Saturday, January 22, 2011

8070 hits the shelves at Argos, UK

As you may have seen from Alexandre's post below, the new 8070 Supercar, hit the shelves in UK.
I got the news this morning by mail from Huw (who runs the indispensable The new car is an exclusive from Argos in UK, where immediately he also went to buy one exemplar from the local branch.

From all the reactions we can find online, the mails and Gtalks I got today, it seems everybody is running into a kind of hysteria about this long waited model, and its little new part.

Below some better quality scans from the partslist, in the model's building instructions (got via Ryan).
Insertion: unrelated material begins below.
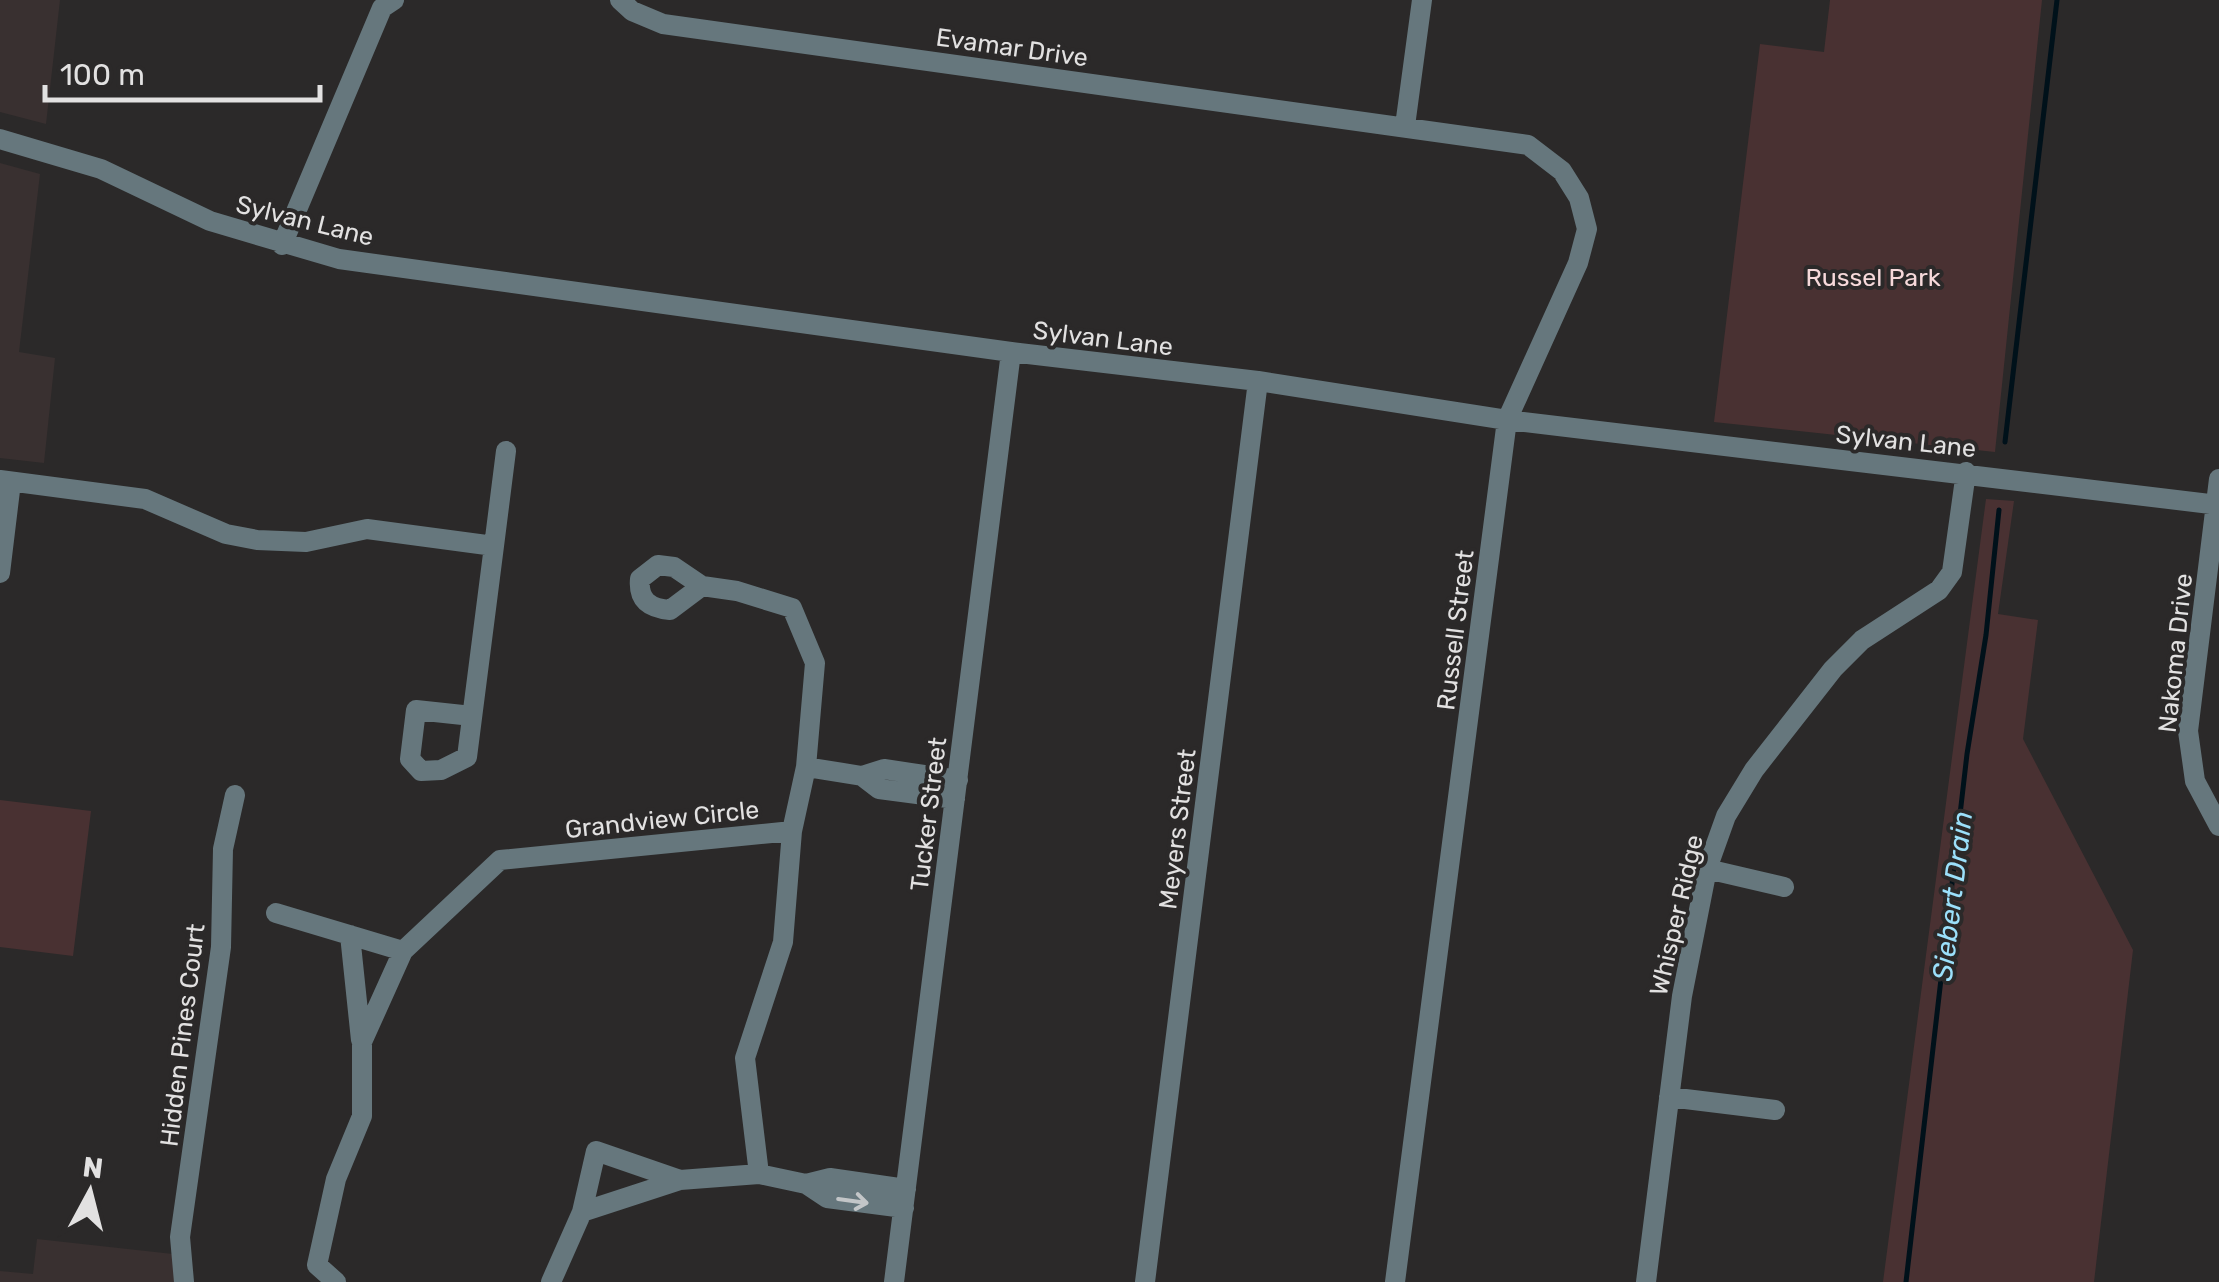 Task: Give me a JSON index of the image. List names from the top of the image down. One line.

There we can see listed the new 'CV Joint Axle' below, which together with other already existing parts [1, 2], offers new and more compact ways to build suspensions or even a new possibility to build U-Joints.

Namely this brings realism and the possibility to design realistic suspension arms on smaller scale vehicles, by recessing the pivot point by 1L, when compared to the traditional 3L U-Joint.

This is exactly how the new part is used at 8070's rear axle, next to the differential on each wheel side. See it in detail from the pictures below, kindly provided by Huw.

Coincidence or not, this new part looks exactly like the one designed and proposed by Barman, already in 2009.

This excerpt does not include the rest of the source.